Sunday, September 29, 2013

29/9/2013: Economic Sentiment in Europe: Not Exactly a 'Crisis Over' Signal

There's a lot of optimism in the air nowadays across the EU with eurocrats of all shades of grey busying themselves declaring the end of the euro crisis... and the media is firmly on the bandwagon too - even signs of shallower contractions are interpreted as 'huge bounces' into growth.

Amidst all of this, the data on economic sentiment across all productive sectors, collected by the European Commission is a bit more sombre.

Take this simple chart, showing how economic sentiment in the euro area compares against the same in the EU27.

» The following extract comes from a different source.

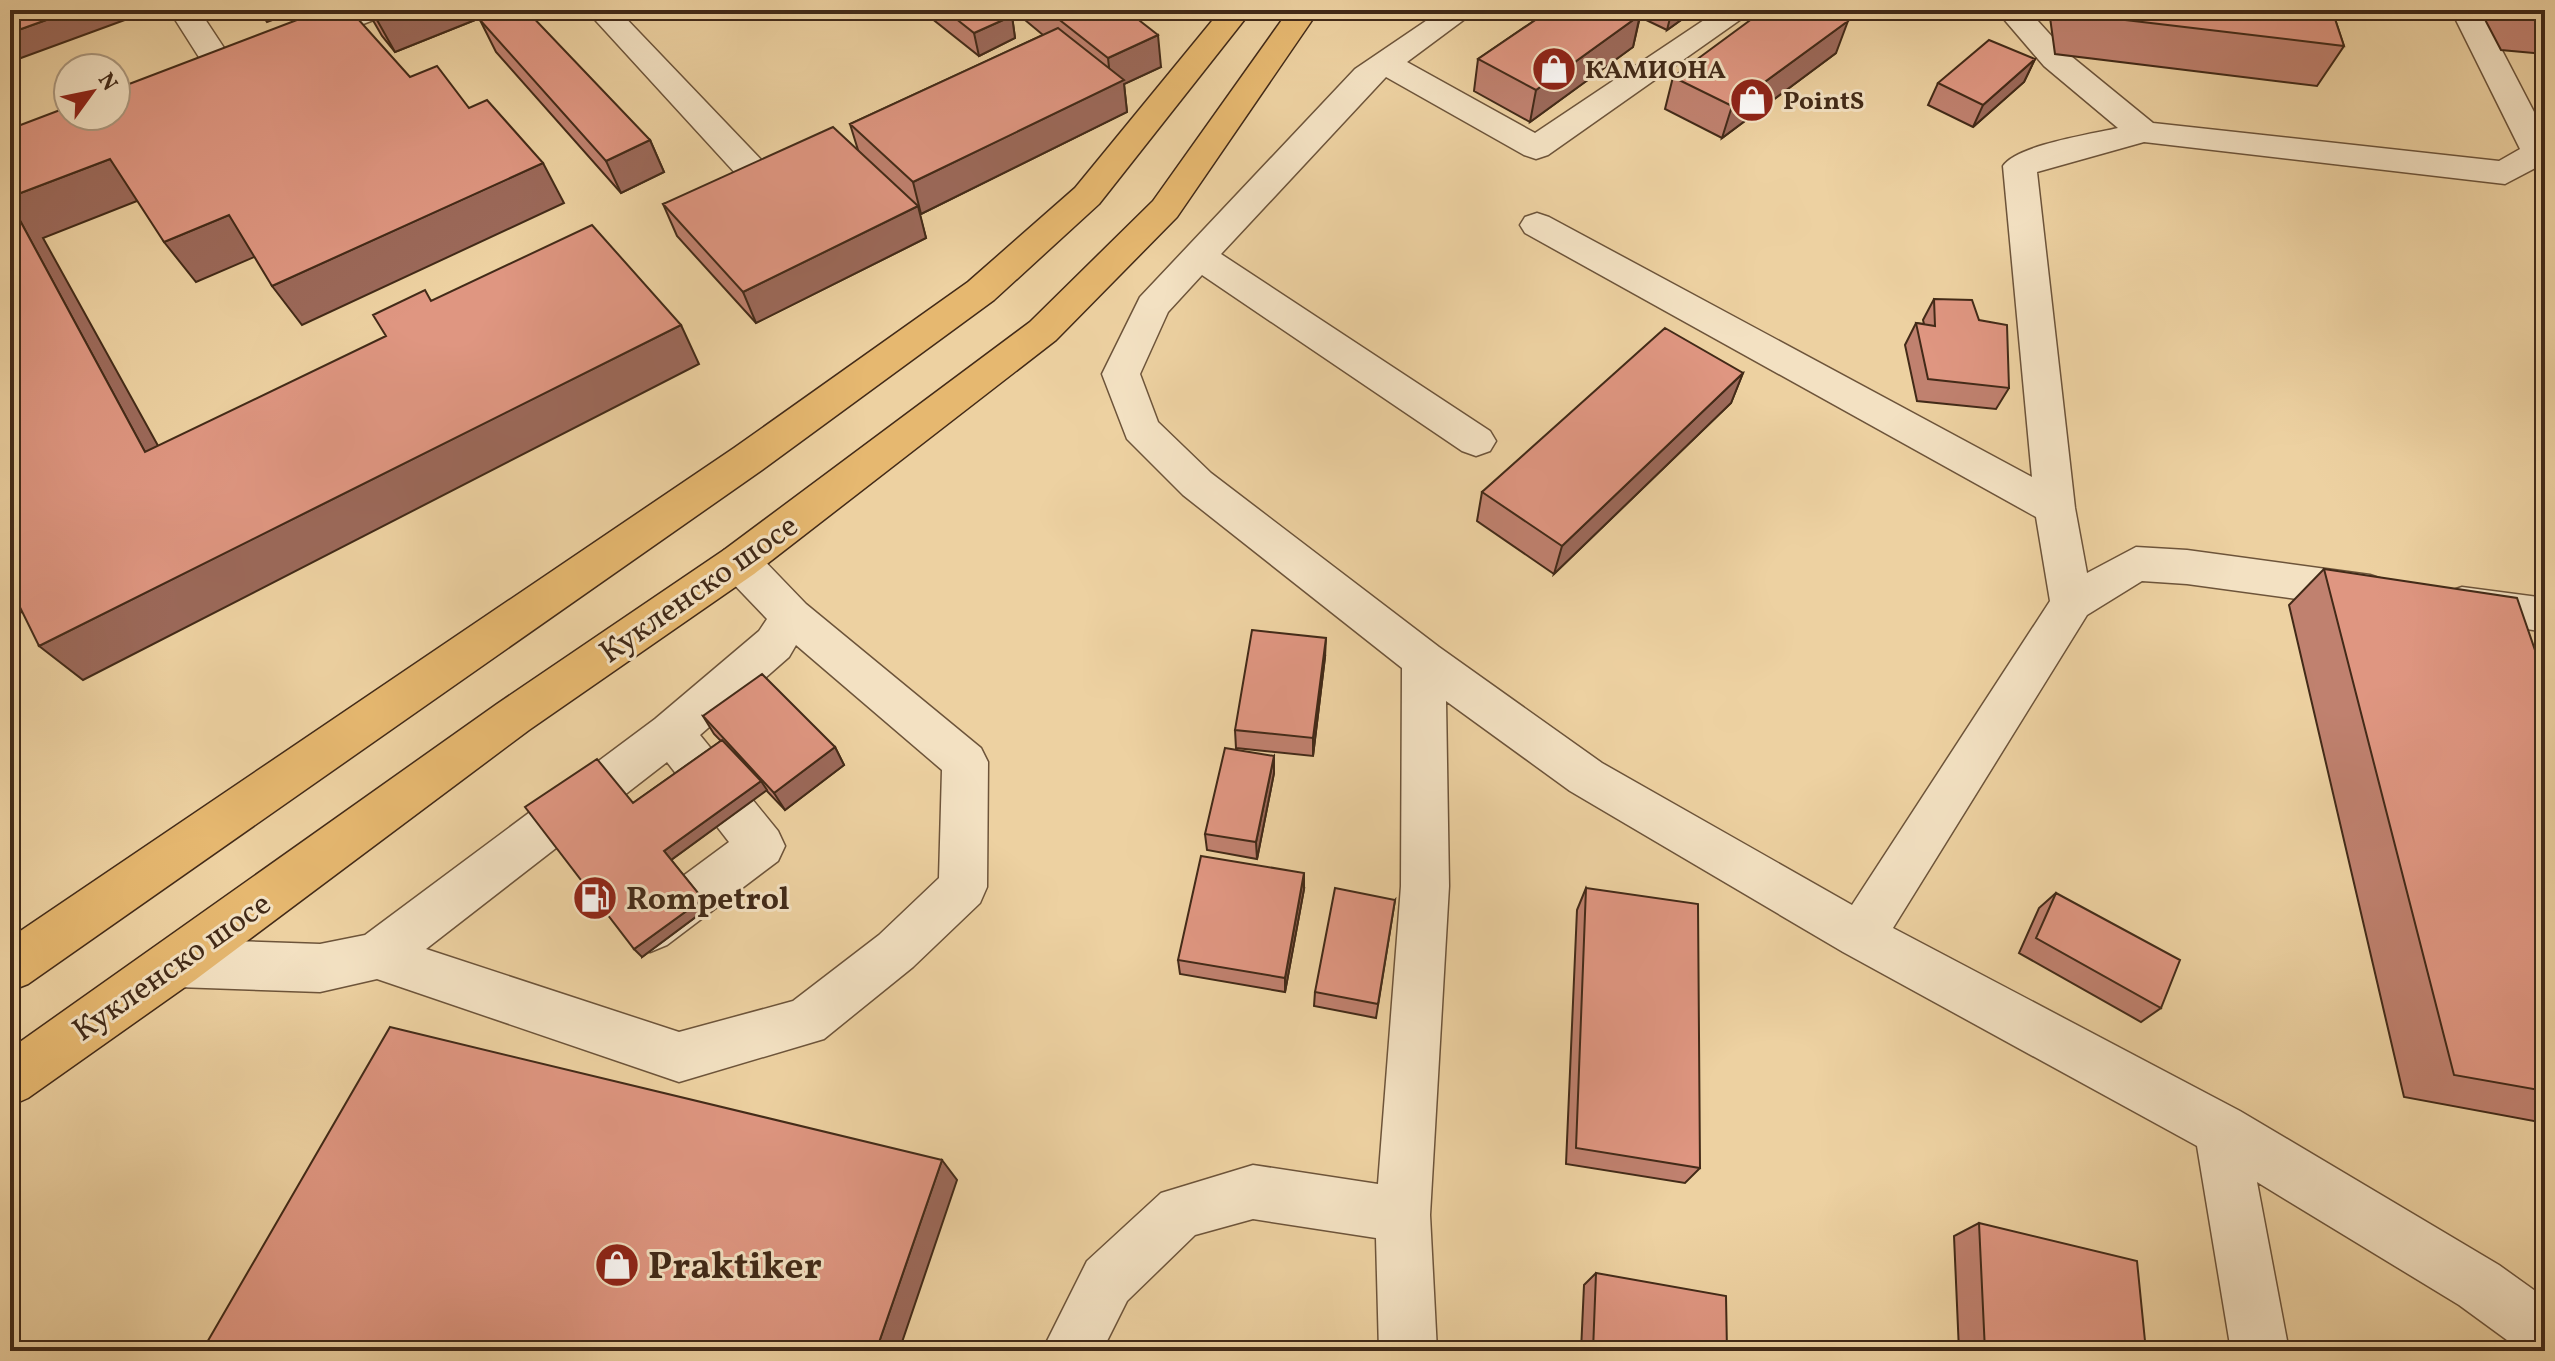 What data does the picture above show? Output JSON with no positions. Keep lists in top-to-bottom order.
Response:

Yep, that's right: in September 2013, economic sentiment in the euro area was at the lowest point compared to the economic sentiment in the EU27 for any month since the formation of the euro... in fact, it was at the lowest point since July 1988 when many EU27 non-euro nations were struggling members of the Warsaw Pact. Congratulations on that recovery, folks!

Things behind the above numbers are even worse. Here's a chart plotting economic sentiment across the three sets of countries that are members of the euro area: the euro area core (Austria, Finland, Germany, and the Netherlands), the periphery, and the rest...

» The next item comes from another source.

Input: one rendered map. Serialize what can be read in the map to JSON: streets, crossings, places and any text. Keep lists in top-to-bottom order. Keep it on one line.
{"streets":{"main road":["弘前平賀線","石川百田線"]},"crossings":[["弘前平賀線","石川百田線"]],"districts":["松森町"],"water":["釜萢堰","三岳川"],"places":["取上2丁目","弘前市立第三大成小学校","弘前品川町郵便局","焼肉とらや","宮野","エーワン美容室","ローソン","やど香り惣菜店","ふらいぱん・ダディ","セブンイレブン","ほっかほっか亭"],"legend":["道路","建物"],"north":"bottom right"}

Things are improving, all right, but are these improvements a miracle of the euro area recovery or a bounce from somewhere else? Take again the gap to EU27...

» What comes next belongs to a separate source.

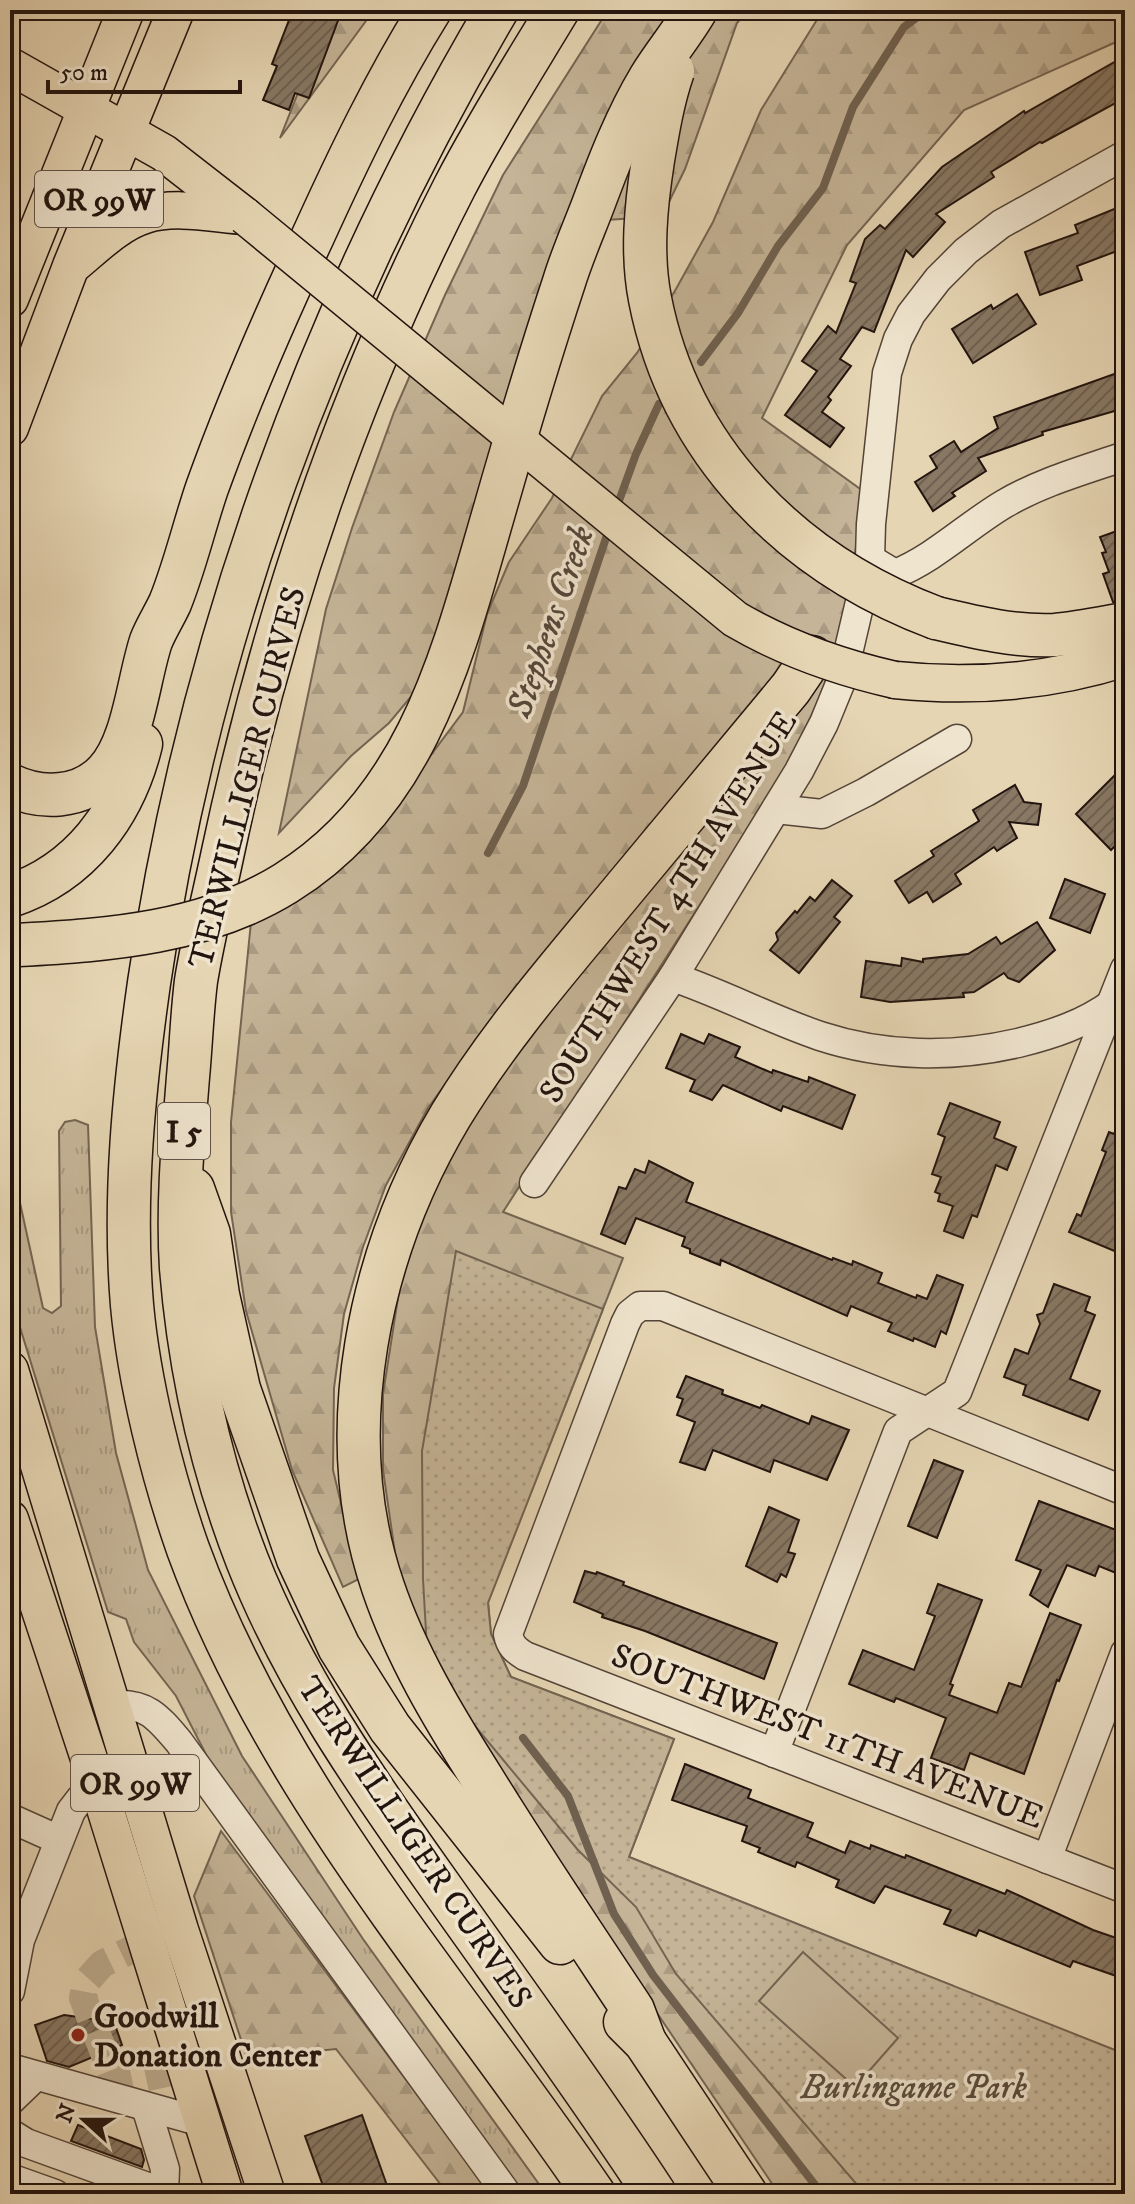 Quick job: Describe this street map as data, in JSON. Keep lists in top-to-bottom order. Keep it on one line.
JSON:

Now, we already know about downward direction across the euro area relative performance as a whole. Now we also know that all  part of the euro area are under-performing relative to the EU27 and that this underperformance has accelerated in recent months for two sub-regions other than the 'periphery'. Worse, the core is about to hit the levels of sentiment under-performance comparable to the peripherals back in H1 2013, while the non-core, non-periphery states are about to converge in earnest with the periphery. This is some 'improvement'...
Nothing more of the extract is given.